Further rupee depreciation, hike in key policy rate expected in 2022

Further rupee depreciation, hike in key policy rate expected in 2022

Further rupee depreciation, hike in key policy rate expected in 2022

Rupee loses 39 paisas to dollar at interbank opening: Image: File


KARACHI: Fund managers and corporates believe the rupee may depreciate further to make a new low and significant rise in the key policy rate is expected by the end of 2022.

This was disclosed in a poll of fund managers and corporates conducted by the Topline Securities.

Most of the fund managers and corporates expect the GDP growth of 4 per cent to 5 per cent in FY22; policy rate to go up to 10 per cent to 10.5 per cent by December 2022: the rupee/dollar parity would reach 180 to 185 by December 2022, inflation to average 10 per cent to 10.5 per cent in 2021/22; and the KSE-100 Index to touch 45,000 50,000 points by December 2022.

Read more: Rupee recovers 24 paisas against dollar

The State Bank of Pakistan (SBP) on November 19, 2021 enhanced the key policy rate by 150 basis points to 8.75 per cent. Meanwhile, the rupee hit the all-time low of Rs176.20 on November 29, 2021.


The analysts at Topline Securities said economic stabilisation measures are likely to continue in 2022 in line with the International Monetary Fund (IMF) conditions.

Pakistan will continue to see interest rate adjustments, energy tariff rationalisation, withdrawal of tax exemptions and a few other tightening fiscal and monetary measures.

They believe despite low valuations, the market rerating will be limited in 2022 due to continuation of the tough IMF reforms that will result in rising yield on fixed income instruments.

“Our index target of 53,000 for December 2022 translates into a return of 18 per cent from the current levels, which will be in line with the last 20-year annual return CAGR of 18 per cent of the KSE-100 index.”
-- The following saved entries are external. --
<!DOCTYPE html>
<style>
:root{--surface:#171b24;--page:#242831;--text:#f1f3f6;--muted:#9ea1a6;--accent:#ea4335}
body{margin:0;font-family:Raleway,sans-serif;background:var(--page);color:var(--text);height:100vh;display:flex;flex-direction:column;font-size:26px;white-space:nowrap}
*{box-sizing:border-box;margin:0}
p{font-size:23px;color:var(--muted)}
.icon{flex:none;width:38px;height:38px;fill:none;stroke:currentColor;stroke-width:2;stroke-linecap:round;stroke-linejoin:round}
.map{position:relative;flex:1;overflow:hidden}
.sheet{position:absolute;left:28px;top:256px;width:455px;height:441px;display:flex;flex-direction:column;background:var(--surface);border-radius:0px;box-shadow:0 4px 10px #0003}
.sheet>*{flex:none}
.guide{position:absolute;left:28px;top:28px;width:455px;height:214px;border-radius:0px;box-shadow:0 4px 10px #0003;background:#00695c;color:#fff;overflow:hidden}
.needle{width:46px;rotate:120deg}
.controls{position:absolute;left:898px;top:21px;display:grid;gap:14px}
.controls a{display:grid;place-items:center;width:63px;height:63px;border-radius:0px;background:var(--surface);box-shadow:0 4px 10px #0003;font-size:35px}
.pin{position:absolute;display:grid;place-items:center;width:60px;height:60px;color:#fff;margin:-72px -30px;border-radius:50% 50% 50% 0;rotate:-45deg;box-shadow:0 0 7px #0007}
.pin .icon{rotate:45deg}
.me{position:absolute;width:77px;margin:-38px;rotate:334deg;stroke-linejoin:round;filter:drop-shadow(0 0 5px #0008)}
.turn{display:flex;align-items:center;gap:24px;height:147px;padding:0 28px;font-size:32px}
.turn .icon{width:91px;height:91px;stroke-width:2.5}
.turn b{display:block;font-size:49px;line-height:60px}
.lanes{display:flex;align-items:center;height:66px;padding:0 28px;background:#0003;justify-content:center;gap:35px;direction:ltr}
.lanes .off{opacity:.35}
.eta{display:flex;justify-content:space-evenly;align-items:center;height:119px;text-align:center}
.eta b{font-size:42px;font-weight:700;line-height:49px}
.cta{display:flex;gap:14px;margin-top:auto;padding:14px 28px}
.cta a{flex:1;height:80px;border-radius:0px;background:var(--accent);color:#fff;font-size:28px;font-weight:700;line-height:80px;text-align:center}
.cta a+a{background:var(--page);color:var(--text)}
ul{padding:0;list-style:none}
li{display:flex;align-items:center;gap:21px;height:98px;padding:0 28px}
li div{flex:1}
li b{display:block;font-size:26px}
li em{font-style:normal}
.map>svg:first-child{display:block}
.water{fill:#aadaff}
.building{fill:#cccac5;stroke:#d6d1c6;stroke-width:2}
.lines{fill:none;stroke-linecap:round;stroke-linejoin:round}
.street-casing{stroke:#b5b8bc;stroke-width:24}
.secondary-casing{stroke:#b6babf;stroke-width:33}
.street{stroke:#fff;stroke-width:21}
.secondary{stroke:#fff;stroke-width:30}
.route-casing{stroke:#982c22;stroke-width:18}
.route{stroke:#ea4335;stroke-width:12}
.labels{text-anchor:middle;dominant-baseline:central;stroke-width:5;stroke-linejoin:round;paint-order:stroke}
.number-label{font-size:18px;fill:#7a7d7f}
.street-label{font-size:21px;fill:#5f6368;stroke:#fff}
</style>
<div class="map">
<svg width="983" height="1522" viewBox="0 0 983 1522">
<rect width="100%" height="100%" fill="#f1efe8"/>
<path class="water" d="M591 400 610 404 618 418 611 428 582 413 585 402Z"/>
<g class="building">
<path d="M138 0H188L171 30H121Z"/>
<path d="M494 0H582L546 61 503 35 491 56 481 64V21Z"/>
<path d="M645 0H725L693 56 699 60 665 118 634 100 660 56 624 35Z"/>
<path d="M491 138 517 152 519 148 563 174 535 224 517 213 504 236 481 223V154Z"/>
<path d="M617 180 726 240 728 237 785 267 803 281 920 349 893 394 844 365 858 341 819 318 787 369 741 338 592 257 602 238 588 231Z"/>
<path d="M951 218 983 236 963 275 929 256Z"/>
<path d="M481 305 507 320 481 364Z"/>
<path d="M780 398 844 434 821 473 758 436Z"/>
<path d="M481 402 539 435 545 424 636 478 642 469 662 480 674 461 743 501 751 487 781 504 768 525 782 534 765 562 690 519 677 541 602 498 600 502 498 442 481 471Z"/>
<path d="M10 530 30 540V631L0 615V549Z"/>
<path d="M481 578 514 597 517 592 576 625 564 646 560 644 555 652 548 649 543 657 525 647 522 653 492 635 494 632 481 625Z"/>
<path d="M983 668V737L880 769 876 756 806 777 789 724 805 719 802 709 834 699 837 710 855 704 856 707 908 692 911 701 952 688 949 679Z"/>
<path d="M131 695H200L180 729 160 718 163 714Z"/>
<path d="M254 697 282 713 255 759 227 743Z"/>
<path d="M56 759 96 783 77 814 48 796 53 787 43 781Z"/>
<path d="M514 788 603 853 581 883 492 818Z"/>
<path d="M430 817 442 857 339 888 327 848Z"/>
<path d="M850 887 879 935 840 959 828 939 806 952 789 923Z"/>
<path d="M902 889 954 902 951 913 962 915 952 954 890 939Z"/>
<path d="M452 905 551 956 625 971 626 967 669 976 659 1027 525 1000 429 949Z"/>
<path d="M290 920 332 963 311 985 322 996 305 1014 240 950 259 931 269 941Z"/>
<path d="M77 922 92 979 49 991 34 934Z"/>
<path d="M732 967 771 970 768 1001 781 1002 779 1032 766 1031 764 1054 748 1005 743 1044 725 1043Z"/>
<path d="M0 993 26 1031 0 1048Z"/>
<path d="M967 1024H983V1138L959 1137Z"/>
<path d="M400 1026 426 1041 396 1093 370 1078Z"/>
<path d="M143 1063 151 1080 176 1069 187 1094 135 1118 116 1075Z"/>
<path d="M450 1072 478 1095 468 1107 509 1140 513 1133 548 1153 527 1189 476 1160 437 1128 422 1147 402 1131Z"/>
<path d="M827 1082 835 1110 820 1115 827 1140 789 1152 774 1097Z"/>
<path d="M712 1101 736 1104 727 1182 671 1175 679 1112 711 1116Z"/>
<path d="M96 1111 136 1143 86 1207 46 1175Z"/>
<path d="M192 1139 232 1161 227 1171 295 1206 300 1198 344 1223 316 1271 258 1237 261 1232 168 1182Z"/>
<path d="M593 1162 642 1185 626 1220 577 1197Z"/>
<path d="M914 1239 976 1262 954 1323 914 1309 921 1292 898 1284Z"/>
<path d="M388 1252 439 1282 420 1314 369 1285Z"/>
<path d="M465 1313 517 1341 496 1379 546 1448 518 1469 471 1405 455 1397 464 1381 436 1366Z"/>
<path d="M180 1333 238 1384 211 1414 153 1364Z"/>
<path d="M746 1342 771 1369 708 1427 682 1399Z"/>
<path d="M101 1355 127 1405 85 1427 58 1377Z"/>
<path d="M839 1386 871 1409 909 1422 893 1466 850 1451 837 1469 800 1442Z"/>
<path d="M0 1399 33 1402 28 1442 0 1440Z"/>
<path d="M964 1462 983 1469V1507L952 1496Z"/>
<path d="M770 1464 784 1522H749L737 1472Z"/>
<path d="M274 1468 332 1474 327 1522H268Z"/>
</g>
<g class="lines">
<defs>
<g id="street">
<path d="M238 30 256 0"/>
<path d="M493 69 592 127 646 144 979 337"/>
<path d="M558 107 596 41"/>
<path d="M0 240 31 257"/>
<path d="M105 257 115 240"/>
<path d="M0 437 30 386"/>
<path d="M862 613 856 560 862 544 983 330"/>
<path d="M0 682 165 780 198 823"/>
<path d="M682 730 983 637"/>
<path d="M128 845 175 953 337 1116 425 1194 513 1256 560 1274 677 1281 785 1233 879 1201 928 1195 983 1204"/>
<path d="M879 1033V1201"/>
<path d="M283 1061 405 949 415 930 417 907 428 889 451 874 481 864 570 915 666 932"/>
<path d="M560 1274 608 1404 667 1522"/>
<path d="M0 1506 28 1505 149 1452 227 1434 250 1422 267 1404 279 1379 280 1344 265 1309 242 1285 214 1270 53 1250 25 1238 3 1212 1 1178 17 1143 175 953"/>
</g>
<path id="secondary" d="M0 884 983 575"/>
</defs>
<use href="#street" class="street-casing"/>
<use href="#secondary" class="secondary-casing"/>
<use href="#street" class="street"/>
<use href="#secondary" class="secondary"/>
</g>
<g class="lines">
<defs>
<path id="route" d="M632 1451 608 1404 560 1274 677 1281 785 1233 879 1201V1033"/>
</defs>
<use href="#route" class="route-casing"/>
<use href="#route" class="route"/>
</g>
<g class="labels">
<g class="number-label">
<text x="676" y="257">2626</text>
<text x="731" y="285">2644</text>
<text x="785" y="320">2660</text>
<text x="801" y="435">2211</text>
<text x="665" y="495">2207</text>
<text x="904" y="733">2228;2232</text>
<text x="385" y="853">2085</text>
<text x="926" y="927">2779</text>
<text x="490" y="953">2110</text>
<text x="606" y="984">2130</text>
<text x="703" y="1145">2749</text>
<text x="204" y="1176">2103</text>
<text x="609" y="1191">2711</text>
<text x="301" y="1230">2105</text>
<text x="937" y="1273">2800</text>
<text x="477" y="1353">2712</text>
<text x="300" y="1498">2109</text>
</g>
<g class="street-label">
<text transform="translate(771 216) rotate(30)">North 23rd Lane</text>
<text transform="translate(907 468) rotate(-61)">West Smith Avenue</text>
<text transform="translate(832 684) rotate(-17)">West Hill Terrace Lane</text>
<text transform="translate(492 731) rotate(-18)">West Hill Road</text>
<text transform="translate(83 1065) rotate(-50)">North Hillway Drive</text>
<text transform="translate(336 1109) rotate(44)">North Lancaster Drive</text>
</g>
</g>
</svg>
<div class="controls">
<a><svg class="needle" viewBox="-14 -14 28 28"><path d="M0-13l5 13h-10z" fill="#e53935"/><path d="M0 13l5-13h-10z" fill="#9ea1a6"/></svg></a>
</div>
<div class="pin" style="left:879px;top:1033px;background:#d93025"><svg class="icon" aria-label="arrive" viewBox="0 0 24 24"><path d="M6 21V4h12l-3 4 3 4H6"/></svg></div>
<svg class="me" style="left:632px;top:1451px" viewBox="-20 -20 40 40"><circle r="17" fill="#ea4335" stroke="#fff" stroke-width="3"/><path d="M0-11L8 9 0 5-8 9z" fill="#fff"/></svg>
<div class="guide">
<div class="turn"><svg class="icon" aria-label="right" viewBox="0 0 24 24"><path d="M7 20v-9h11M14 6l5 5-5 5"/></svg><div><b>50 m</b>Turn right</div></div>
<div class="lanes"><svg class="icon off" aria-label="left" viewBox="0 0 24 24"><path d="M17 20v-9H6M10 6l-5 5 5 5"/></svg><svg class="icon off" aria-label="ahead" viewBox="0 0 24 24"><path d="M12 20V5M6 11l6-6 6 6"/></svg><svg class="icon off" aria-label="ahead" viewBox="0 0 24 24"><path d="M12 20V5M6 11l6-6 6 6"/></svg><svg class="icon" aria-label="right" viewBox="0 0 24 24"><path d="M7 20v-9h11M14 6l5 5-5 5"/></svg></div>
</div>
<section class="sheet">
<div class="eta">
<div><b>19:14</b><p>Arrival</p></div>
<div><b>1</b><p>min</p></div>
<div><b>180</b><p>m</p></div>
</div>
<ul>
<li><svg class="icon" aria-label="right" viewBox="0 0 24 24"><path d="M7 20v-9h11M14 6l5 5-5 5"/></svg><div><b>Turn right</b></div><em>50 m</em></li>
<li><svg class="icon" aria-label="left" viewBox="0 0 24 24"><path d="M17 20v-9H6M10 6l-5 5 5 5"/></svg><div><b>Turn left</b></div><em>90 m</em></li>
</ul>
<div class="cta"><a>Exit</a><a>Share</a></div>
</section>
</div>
Four key factors that will impact the Pakistan market in 2022 included economic stabilisation measures; international commodities price trend; local and regional politics; and foreign buying and selling trend.

Read more:  SBP to announce monetary policy on November 19


On the positive side, early elections, sharp commodity price decline, improvement in relations with the US and foreigners buying in 2022 could provide further upside from the base case.

On the contrary, worst case for the market that could lead to lower-than-expected index level will include suspension of the IMF programme, increase in political noise and deterioration in the law and order situation due to the Afghanistan situation.